Girlband KPop Alami Pelecehan Seks Saat Siaran, Diduga Dilakukan Bosnya

Rahmi Anjani - wolipop Kamis, 17 Sep 2020 11:59 WIB
Fanatics Foto: Instagram @fent_fanatics
Jakarta -

Grup KPop pendatang baru Fanatics jadi perbincangan setelah melakukan siaran langsung di VLive. Girlband beranggotakan enam member tersebut dilaporkan menjadi korban pelecehan seksual. Netizen dan para penggemar yang menonton siaran tersebut merasa jika mereka mendapat perlakukan tidak pantas. Hal itu terjadi ketika seorang member berusaha memberi busana pada rekannya untuk menutupi bagian kaki.

Beberapa waktu lalu Fanatics melakukan siaran VLive untuk bertemu dengan para penggemar sekaligus mengumumkan pemenang sebuah kontes. Awalnya tak ada yang aneh dengan siaran mereka dan gambar diambil dari sudut yang normal. Namun di tengah-tengah siaran, kamera menunjukkan bagian bawah tubuh keempat member yang mengenakan rok dan dress pendek.

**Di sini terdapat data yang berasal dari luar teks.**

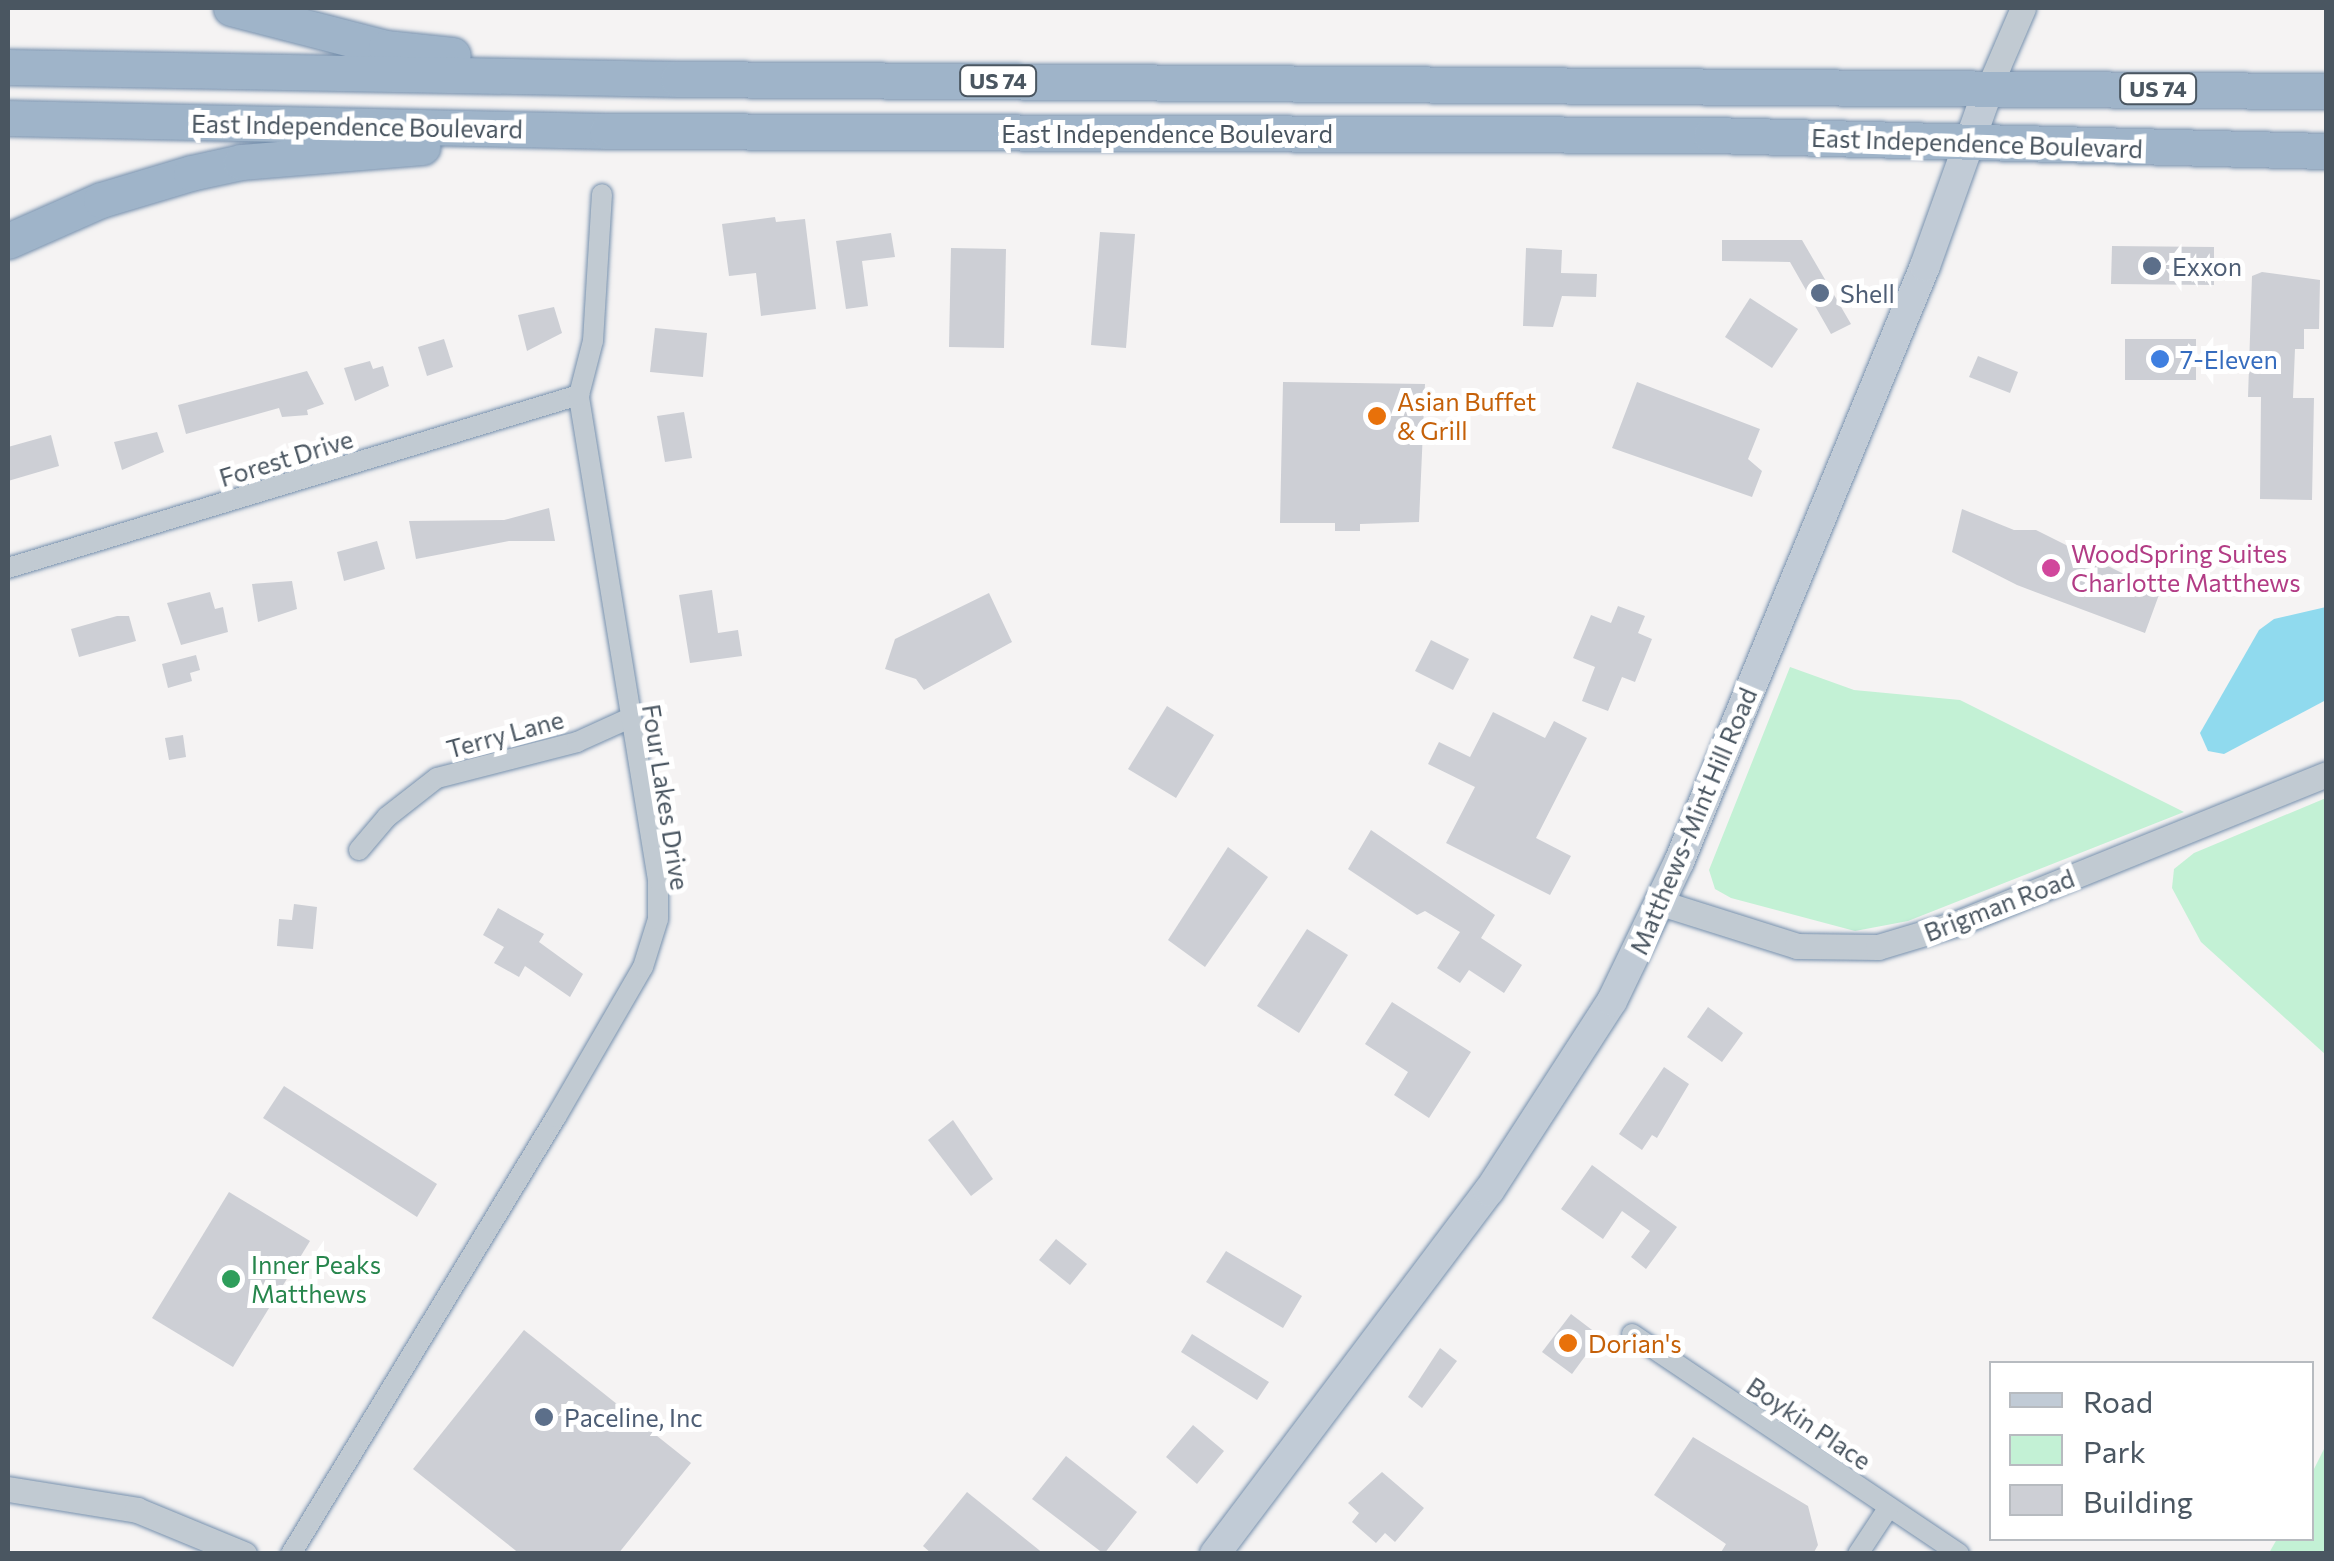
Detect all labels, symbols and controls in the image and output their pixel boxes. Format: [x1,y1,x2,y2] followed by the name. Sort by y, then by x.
[958,64,1038,98] road number: US 74
[2118,72,2198,106] road number: US 74
[191,108,523,144] street label: East Independence Boulevard
[1001,118,1333,148] street label: East Independence Boulevard
[1811,122,2143,164] street label: East Independence Boulevard
[2172,251,2242,281] place label: Exxon
[2141,255,2163,277] marker: Exxon
[1840,278,1895,308] place label: Shell
[1809,282,1831,304] marker: Shell
[2180,344,2278,374] place label: 7-Eleven
[2149,348,2171,370] marker: 7-Eleven
[1397,387,1536,446] place label: Asian Buffet & Grill
[1366,405,1388,427] marker: Asian Buffet & Grill
[216,423,356,493] street label: Forest Drive
[2071,539,2301,598] place label: WoodSpring Suites Charlotte Matthews
[2040,557,2062,579] marker: WoodSpring Suites Charlotte Matthews
[1623,683,1763,959] street label: Matthews-Mint Hill Road
[637,702,695,892] street label: Four Lakes Drive
[443,704,567,764] street label: Terry Lane
[1920,863,2078,947] street label: Brigman Road
[251,1250,381,1309] place label: Inner Peaks Matthews
[220,1268,242,1290] marker: Inner Peaks Matthews
[1588,1328,1682,1358] place label: Dorian's
[1557,1332,1579,1354] marker: Dorian's
[1989,1361,2314,1541] legend
[1741,1370,1877,1476] street label: Boykin Place
[2083,1382,2153,1419] text: Road
[564,1402,703,1432] place label: Paceline, Inc
[533,1406,555,1428] marker: Paceline, Inc
[2083,1432,2146,1469] text: Park
[2083,1482,2193,1519] text: Building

FanaticsFanatics Foto: VLive

Melihat pemandangan itu, seseorang mendatangi mereka dan memberi sebuah sweater untuk menutupi bagian kaki. Tak lama setelahnya, wanita yang awalnya dianggap staff dari grup Fanatics tersebut pun kembali memberikan jaket lain untuk melindungi dua member lain. Saat itu lah, terdengar suara seorang pria sekaligus pukulan.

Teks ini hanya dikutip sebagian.